Here are the current hops utilization formulae that I have specs for.

For all of these the same inputs are used:

"minutes" is a number of minutes this hop is in the boil

"gravity" is a decimal-point specific gravity (e.g. "1.050")

"aa" is the alpha-acid content of the hops as a decimal (e.g 7.5% is "0.075")

"volume" is a decimal in liters (e.g. 5 gallons is "18.927").

"g" is a weight of the hops in grams (e.g. 1 oz is "28.35")

First, Rager. It definies hops utilization as a function of the number of minutes. tanh is a standard hyperbolic tangent function.

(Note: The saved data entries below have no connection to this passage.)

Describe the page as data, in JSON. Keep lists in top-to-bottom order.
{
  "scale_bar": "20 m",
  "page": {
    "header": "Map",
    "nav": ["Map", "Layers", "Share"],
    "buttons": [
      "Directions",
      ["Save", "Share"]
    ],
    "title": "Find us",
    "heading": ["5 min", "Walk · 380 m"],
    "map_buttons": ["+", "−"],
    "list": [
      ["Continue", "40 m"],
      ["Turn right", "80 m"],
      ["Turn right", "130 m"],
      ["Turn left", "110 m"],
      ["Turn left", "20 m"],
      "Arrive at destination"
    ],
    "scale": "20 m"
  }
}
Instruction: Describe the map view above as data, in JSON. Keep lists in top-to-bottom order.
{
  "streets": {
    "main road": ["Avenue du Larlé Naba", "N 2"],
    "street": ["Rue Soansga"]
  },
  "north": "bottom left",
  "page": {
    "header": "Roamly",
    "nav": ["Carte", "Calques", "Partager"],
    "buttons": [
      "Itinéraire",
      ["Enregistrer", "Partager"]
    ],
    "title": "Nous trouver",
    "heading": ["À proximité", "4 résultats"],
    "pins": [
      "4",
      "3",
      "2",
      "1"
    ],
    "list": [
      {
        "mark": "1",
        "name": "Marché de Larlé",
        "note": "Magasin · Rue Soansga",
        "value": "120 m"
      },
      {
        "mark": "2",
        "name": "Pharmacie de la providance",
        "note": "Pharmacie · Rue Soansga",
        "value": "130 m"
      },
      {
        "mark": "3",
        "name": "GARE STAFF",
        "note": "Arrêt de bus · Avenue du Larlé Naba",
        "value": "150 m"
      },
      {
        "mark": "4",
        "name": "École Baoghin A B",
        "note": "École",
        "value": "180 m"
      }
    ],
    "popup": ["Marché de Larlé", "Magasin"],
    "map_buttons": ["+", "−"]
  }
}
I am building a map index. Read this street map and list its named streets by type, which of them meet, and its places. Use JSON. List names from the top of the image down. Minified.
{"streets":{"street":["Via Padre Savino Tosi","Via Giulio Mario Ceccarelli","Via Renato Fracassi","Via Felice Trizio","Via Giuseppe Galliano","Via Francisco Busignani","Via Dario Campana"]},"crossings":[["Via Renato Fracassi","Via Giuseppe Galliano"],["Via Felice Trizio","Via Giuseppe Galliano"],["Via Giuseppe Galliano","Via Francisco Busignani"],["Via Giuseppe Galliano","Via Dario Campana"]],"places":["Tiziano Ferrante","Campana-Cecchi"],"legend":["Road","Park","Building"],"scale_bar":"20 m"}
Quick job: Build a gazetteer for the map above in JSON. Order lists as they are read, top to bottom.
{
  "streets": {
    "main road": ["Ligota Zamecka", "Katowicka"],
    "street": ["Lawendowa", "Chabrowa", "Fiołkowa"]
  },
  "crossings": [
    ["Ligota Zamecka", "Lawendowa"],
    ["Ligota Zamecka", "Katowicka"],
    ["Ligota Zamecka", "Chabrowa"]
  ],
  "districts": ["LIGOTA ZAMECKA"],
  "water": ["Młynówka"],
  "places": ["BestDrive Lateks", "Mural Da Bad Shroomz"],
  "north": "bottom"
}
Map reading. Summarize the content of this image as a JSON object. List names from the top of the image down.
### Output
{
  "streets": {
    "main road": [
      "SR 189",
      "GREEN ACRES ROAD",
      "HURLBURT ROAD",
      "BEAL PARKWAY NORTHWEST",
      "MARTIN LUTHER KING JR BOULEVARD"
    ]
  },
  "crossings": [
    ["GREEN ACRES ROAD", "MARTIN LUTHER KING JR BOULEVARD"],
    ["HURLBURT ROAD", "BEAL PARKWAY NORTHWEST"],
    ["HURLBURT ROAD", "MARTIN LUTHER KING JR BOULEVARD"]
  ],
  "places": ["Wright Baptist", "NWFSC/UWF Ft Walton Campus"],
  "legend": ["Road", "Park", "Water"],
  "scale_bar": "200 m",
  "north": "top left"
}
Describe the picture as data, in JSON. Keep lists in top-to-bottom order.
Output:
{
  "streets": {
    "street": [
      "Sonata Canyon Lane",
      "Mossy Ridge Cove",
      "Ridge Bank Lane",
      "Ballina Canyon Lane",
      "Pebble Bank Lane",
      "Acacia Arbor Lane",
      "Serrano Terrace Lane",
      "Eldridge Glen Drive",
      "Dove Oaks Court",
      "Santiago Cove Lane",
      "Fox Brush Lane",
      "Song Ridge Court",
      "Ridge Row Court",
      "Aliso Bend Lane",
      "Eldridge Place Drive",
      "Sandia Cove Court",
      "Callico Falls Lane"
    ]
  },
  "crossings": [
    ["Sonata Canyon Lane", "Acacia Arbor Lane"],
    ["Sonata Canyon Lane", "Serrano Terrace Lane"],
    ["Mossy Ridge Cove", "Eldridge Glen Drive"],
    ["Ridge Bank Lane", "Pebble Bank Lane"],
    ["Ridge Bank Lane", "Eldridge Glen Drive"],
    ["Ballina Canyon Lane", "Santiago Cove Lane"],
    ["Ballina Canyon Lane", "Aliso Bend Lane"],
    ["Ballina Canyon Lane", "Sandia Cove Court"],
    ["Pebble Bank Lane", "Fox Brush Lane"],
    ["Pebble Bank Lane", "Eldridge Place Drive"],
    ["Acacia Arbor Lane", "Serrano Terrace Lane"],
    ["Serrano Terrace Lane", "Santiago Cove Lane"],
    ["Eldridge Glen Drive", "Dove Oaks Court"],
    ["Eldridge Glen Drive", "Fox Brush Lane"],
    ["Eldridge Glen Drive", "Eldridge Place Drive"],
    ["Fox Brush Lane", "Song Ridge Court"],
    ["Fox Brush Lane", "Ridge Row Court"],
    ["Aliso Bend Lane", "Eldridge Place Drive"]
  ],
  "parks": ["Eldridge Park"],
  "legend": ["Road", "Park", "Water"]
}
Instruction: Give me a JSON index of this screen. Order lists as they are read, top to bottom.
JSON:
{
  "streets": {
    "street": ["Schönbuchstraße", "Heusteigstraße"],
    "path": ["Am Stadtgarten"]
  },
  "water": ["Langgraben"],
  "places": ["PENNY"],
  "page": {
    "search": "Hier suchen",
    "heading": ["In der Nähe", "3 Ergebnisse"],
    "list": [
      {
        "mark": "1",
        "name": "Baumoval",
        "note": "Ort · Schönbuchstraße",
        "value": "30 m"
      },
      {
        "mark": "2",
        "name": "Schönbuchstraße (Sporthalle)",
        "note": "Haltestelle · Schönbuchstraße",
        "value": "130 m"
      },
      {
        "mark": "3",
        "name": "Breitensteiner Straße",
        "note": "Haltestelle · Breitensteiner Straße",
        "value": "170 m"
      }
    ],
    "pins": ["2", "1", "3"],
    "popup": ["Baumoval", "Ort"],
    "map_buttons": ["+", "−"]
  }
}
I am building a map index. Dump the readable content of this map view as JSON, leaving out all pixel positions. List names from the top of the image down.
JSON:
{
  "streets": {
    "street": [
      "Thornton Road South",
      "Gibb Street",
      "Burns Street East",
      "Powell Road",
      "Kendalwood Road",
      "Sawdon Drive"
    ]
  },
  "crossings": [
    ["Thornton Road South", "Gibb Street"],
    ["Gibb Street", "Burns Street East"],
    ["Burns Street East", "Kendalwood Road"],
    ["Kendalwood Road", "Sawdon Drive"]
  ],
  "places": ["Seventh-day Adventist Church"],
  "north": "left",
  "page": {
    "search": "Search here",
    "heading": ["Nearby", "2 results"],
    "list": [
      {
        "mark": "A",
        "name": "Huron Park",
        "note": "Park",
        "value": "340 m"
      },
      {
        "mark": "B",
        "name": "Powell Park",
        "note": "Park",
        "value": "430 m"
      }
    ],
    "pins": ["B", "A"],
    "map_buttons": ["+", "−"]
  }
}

Then it defines a gravity-correction factor (here called "ga"), which is (gravity-1.050)/.2 if the gravity is over 1.050, or 0 if the gravity is 1.050 or lower.

Finally, it calculates the IBUs using these numbers:

Code:

```
def utilization(minutes):
return (18.11+13.86*tanh((minutes-32.32)/18.27))*0.01
def ga(gravity):
if gravity>1.050:
return 0
return (gravity-1.050)/.2
def ibu(g, minutes, aa, volume, gravity):
"""g: grams of hops"""
return (g*utilization(minutes)*aa*1000)/(volume*(1+ga(gravity)))
```

Next, Tinseth.

Tinseth defines utilization as the product of a "bigness" factor (dependent on the gravity of the boil) and a "btf" factor (dependent on the length of the boil). It then defines IBUs as the utilization times the milligrams per liter of alpha acids.

Code:

```
# Note: pow(x, y) is "x to the y power".
# e here is the mathematical constant e, approximately 2.71828...
def bigness(gravity):
return 1.65*pow(0.000125, (gravity-1))
def btf(minutes):
return (1-pow(e, (-0.04 *minutes)))/4.15
def utilization(minutes, gravity):
return btf(minutes)*bigness(gravity)
def mgl_aa(g, aa, volume):
return (aa*g*1000)/volume
def ibu(g, minutes, aa, volume, gravity):
return utilization(minutes, gravity) * mgl_aa(g, aa, volume)
```

Finally, Garetz. Garetz is a bit trickier since it requires on a large table lookup for utilization. I'll list it here, but I use a formula to get close results instead:

Code:

```
def chart_utilization(minutes):
if minutes <= 0:
return 0
elif minutes <= 15:
return 2
elif minutes <= 20:
return 5
elif minutes <= 25:
return 8
elif minutes <= 30:
return 11
elif minutes <= 35:
return 14
elif minutes <= 40:
return 16
elif minutes <= 45:
return 18
elif minutes <= 50:
return 19
elif minutes <= 60:
return 20
elif minutes <= 70:
return 21
elif minutes <= 80:
return 22
else:
return 23
```

If you do a curve fit, you can create a mathematical function that gives a very close result to the table lookup without discontinuities:

Code:

```
co_a = 2.5251990477100890E+01
co_b = 2.2060400680981388E+01
co_c = 3.3792756276592284E+00
co_d = 5.0643078483394244E-01
def utilization(x):
return co_a * (1.0 - pow(1.0+pow(x/co_b, co_c), -1.0*co_d))
```

Whichever method you want, it just gets more complicated from there There are a number of small factors calculated along the way, and then the very broadest level of the algorithm is an iterative process where you make a guess at the final IBUs (called "d_ibu" for desired IBUs), run the equations, and then if the answer isn't close to the guess you try again with a d_ibu closer to the answer you got:

Code:

```
def calc_ca(final_volume, boil_volume, gravity, d_ibu, elevation=0):
cf = final_volume/boil_volume
boil_gravity = cf*(gravity - 1) + 1
gf = (boil_gravity - 1.050)/.2 + 1
hf = (cf*d_ibu)/260 + 1
tf = (elevation/550)*.02 + 1
return gf*hf*tf
def ibu(g, minutes, aa, volume, gravity, boil_volume, elevation):
aa = 100 * aa
d_ibu = 50
calc_ibu = 0
# abs(x) means "the absolute value of x"
while abs(d_ibu-calc_ibu)>0.1:
correction = (d_ibu - calc_ibu)/5
d_ibu -= correction
ca = calc_ca(volume, boil_volume, gravity, d_ibu, elevation)
calc_ibu = (utilization(minutes)*aa*g*0.1)/(volume*ca)
return calc_ibu
```

As you can see, Garetz also takes elevation and boil volume into account.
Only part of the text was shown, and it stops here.